| DATA RECORDS |
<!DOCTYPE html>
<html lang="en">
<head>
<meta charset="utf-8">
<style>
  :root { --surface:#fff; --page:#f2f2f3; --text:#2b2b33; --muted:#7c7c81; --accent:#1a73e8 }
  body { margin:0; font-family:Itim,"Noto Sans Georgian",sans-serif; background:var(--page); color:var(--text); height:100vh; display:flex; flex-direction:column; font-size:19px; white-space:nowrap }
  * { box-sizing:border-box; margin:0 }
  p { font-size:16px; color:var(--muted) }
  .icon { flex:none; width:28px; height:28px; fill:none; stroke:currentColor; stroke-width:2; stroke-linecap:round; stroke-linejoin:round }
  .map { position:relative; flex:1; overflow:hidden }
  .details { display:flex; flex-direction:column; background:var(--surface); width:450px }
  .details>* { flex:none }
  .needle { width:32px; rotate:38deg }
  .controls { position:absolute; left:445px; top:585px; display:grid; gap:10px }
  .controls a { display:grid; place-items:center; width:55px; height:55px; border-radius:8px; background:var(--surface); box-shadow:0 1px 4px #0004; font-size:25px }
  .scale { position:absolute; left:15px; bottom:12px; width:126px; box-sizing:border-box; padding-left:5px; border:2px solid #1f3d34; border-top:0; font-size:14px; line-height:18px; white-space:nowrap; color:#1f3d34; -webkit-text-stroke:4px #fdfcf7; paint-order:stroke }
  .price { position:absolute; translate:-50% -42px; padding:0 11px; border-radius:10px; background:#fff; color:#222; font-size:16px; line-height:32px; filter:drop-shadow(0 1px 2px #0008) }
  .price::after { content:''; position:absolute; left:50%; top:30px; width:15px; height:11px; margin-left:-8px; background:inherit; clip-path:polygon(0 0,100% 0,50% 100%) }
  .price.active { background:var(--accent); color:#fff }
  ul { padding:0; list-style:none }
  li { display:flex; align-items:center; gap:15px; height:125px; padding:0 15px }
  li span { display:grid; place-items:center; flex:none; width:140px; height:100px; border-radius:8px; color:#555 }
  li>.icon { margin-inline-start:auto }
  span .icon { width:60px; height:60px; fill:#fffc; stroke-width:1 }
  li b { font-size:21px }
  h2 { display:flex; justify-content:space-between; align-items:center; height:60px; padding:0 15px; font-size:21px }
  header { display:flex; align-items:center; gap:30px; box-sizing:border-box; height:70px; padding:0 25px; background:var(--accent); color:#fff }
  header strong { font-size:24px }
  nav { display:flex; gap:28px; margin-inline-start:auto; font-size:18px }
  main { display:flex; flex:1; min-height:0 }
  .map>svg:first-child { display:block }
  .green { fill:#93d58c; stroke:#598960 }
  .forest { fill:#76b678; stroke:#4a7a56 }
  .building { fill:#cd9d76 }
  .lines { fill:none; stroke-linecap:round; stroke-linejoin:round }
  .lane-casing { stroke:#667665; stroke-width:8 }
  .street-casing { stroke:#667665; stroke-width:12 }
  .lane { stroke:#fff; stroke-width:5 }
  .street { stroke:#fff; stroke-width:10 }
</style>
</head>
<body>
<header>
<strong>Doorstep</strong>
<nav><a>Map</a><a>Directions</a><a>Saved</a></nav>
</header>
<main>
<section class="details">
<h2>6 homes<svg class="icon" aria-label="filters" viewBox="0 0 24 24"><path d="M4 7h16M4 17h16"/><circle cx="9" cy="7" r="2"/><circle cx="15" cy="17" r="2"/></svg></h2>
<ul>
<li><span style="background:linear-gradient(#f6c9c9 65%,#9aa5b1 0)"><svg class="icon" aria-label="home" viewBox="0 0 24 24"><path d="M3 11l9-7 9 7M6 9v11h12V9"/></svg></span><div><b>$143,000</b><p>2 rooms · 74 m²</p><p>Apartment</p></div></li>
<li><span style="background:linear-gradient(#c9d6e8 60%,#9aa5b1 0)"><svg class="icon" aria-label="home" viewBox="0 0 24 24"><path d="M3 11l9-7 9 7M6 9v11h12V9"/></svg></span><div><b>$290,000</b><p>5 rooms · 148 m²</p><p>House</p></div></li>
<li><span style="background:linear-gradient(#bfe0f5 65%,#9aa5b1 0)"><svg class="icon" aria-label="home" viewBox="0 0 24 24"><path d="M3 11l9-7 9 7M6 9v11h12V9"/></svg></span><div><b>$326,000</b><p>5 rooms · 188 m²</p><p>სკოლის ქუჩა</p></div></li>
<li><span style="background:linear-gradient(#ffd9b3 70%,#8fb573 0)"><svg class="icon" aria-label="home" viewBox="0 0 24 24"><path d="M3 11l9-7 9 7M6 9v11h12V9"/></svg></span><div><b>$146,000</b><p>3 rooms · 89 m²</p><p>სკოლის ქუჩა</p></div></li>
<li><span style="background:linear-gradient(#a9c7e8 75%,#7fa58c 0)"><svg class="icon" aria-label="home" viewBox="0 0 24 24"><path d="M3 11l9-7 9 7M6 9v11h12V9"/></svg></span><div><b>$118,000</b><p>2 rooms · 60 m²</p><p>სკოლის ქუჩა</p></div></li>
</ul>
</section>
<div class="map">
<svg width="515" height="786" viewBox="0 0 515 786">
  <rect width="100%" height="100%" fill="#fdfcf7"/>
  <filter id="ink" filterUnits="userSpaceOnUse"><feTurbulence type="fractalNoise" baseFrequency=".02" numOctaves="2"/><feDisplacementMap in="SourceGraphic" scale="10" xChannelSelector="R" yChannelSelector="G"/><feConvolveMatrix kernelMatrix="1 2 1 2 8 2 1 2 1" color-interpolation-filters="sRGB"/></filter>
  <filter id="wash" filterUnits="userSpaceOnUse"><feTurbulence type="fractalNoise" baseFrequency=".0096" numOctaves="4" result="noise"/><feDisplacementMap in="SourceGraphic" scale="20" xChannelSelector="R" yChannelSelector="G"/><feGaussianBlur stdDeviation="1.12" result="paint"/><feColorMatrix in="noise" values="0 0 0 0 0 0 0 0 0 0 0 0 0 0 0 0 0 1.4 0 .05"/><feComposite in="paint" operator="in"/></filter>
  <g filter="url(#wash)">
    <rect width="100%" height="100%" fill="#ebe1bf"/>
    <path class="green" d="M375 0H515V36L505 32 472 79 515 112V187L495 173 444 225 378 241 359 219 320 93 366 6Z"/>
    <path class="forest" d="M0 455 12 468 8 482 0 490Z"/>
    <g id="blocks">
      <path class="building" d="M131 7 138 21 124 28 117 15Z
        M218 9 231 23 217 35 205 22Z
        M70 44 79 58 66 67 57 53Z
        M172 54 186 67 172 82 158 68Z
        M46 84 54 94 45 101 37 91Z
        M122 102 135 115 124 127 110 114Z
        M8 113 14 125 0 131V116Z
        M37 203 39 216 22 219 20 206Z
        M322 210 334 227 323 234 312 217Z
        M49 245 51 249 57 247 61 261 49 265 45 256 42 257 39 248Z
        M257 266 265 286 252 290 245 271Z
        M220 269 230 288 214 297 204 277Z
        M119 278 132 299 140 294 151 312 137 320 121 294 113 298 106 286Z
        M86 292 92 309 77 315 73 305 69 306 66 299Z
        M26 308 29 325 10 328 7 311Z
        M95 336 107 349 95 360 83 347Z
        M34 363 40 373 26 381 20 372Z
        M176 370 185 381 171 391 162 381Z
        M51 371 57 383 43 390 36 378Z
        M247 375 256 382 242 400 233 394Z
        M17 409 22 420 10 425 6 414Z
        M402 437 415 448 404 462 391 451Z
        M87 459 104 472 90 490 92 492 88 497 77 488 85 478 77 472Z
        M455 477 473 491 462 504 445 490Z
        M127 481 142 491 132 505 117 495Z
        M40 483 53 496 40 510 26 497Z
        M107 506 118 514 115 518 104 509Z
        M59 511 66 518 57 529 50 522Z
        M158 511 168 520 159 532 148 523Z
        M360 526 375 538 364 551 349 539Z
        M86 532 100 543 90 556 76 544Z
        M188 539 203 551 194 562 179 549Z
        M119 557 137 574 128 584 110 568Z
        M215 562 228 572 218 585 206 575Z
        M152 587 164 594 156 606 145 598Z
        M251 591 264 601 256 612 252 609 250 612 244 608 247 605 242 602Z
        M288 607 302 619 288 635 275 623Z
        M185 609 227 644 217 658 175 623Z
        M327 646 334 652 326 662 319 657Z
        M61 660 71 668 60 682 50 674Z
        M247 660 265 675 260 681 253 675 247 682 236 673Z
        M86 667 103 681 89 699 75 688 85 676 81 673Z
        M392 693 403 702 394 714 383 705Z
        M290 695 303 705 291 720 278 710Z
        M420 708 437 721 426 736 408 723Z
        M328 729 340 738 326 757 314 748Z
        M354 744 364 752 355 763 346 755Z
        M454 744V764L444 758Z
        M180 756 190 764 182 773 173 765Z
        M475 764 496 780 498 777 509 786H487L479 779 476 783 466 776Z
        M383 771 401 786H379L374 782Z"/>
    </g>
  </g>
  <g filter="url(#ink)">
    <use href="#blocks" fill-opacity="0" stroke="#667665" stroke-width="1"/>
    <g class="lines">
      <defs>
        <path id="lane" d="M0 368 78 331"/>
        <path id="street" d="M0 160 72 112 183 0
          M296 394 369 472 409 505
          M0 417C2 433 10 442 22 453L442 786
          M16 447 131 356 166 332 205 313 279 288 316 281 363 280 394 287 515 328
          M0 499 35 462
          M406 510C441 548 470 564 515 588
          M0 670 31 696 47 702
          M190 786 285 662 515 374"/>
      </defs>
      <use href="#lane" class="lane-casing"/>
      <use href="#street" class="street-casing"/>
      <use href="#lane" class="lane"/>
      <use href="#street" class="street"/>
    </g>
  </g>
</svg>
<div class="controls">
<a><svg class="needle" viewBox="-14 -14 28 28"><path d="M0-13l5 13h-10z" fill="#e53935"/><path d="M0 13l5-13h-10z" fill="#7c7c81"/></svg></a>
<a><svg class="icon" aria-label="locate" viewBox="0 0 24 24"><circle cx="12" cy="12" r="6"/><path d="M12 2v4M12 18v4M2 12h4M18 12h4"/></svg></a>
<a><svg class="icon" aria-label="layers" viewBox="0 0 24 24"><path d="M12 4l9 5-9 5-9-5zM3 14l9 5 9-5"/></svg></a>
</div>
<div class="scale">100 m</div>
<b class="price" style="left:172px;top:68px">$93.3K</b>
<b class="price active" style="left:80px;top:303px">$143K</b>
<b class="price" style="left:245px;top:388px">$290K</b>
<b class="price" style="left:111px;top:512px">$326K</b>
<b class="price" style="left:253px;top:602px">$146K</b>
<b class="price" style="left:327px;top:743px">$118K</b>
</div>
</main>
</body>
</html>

...

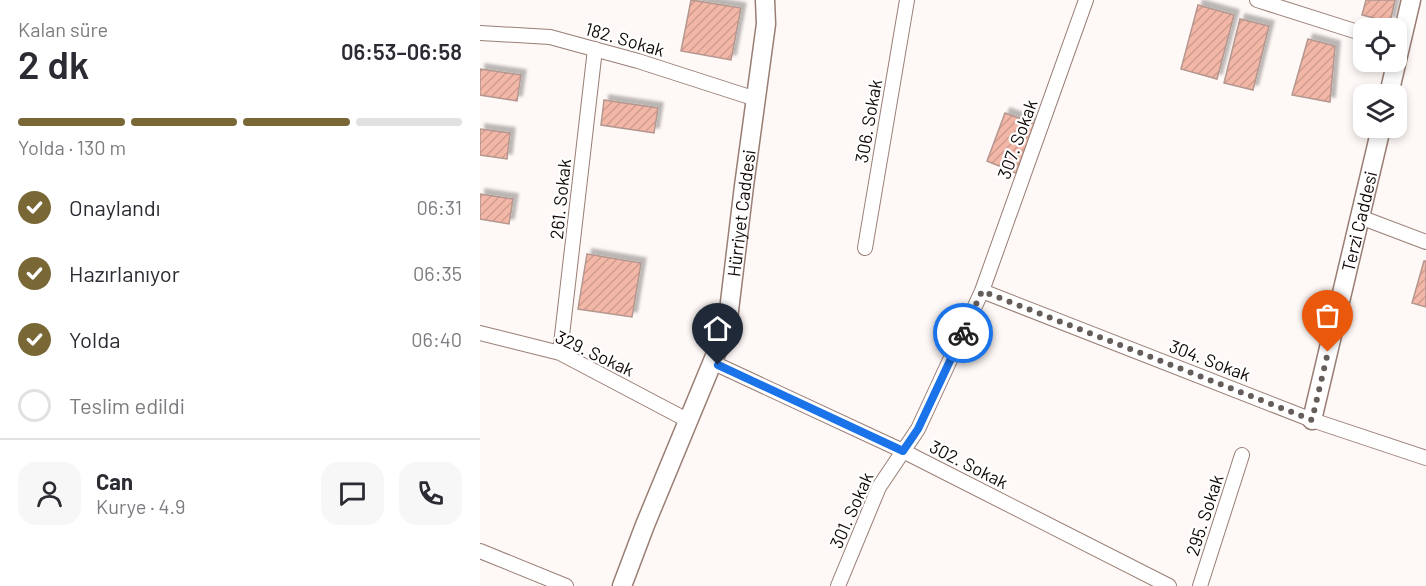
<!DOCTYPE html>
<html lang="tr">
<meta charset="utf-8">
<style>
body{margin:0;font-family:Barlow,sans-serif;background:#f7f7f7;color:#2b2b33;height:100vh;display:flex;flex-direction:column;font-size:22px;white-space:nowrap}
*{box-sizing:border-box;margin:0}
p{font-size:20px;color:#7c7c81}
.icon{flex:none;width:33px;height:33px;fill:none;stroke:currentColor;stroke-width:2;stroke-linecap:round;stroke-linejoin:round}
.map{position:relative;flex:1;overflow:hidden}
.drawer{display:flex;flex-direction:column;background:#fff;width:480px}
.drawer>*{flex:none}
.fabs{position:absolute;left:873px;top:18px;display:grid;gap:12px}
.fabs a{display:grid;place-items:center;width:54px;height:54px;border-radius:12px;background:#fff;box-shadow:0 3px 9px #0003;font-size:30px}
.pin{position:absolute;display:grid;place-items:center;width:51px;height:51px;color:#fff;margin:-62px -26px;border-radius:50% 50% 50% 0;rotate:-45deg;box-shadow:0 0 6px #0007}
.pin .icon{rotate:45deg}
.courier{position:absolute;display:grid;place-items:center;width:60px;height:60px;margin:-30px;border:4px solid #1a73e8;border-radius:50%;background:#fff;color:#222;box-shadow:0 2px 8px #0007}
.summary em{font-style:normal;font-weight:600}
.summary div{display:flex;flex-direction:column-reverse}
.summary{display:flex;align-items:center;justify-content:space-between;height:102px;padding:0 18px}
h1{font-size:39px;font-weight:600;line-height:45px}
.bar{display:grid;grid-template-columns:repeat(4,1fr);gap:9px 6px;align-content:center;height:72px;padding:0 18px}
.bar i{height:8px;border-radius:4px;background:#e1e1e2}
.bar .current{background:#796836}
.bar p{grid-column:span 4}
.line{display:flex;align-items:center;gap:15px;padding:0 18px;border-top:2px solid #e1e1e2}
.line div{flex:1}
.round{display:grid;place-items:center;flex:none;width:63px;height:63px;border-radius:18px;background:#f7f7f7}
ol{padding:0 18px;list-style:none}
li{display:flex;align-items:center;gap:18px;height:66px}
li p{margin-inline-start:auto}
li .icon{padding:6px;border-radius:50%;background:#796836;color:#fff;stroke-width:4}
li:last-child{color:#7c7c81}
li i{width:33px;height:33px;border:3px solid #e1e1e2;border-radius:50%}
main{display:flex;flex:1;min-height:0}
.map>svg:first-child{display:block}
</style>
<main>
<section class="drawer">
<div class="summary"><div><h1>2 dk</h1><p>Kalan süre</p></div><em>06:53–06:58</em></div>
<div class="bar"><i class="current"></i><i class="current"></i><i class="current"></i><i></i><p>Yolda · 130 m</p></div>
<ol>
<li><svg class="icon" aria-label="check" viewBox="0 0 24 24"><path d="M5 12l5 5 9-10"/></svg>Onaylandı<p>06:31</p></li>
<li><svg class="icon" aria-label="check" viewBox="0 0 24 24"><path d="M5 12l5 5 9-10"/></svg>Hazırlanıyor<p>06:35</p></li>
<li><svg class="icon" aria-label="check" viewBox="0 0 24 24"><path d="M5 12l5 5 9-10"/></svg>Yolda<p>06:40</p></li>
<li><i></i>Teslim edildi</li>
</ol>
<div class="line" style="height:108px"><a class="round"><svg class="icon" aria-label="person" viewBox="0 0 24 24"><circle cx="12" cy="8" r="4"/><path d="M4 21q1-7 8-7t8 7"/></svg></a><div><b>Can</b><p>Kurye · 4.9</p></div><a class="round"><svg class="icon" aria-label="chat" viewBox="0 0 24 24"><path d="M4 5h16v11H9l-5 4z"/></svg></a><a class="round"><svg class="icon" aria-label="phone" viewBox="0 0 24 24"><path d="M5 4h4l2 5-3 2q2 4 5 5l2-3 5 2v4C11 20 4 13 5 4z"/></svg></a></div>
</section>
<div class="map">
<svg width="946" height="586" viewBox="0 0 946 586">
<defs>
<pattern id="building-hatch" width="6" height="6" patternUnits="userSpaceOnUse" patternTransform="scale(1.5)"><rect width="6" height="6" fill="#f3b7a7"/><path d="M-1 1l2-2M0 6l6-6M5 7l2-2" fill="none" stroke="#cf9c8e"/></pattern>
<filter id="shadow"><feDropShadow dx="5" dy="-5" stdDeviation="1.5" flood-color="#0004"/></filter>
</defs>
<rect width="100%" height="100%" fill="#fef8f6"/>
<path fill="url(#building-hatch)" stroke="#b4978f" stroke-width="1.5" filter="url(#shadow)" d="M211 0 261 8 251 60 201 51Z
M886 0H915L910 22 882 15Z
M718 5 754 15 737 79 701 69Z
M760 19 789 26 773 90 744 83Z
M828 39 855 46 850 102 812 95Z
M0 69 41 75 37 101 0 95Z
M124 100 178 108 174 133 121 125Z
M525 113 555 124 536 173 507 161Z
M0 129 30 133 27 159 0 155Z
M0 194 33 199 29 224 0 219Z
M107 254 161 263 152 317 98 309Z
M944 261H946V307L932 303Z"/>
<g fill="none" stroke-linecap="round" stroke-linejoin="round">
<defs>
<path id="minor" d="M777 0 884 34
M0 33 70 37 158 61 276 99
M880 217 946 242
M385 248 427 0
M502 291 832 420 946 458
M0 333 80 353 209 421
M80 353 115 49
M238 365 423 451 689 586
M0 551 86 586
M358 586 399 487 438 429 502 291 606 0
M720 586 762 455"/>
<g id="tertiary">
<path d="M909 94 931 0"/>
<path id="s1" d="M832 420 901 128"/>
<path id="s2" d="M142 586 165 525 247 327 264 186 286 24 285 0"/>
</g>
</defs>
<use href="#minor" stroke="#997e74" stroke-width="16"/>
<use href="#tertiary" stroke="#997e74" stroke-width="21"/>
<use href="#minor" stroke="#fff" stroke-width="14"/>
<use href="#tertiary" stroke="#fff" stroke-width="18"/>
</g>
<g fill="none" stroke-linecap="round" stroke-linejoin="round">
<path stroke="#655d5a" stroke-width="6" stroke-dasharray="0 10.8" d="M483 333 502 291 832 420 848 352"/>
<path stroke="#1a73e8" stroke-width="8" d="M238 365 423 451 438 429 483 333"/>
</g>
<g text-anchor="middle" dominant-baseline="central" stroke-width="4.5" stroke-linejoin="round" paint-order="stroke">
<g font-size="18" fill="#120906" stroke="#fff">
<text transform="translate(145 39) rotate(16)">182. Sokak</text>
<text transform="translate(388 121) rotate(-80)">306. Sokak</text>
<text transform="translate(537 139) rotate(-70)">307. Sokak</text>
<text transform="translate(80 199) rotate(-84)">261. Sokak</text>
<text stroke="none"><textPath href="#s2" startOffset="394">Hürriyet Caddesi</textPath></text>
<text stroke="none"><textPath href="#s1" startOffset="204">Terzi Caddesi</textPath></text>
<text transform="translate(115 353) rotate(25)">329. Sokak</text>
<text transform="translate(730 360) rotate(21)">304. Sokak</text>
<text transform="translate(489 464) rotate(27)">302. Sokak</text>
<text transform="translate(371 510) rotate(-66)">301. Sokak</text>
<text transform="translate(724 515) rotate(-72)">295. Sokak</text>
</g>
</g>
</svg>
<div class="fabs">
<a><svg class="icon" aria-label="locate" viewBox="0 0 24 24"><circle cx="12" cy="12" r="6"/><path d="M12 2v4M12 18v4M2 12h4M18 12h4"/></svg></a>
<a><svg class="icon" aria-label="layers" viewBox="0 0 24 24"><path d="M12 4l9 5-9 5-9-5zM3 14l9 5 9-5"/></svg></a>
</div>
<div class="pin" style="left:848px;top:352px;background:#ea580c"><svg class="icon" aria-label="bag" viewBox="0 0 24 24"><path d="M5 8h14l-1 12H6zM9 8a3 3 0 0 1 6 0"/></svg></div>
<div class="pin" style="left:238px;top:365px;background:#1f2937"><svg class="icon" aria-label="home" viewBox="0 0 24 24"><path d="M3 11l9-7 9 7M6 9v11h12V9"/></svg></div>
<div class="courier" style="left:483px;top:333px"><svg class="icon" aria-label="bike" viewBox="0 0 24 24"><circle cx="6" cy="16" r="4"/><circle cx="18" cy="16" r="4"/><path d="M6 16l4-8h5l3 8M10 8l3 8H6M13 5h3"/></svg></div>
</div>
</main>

| TASK DESCRIPTION |
Every line from the line containing "M760 19 789 26 773 90 744 83Z" through the line containing "M385 248 427 0" in the records above must be retyped exactly. Leave out the rest.

| FINISHED EXERCISE |
M760 19 789 26 773 90 744 83Z
M828 39 855 46 850 102 812 95Z
M0 69 41 75 37 101 0 95Z
M124 100 178 108 174 133 121 125Z
M525 113 555 124 536 173 507 161Z
M0 129 30 133 27 159 0 155Z
M0 194 33 199 29 224 0 219Z
M107 254 161 263 152 317 98 309Z
M944 261H946V307L932 303Z"/>
<g fill="none" stroke-linecap="round" stroke-linejoin="round">
<defs>
<path id="minor" d="M777 0 884 34
M0 33 70 37 158 61 276 99
M880 217 946 242
M385 248 427 0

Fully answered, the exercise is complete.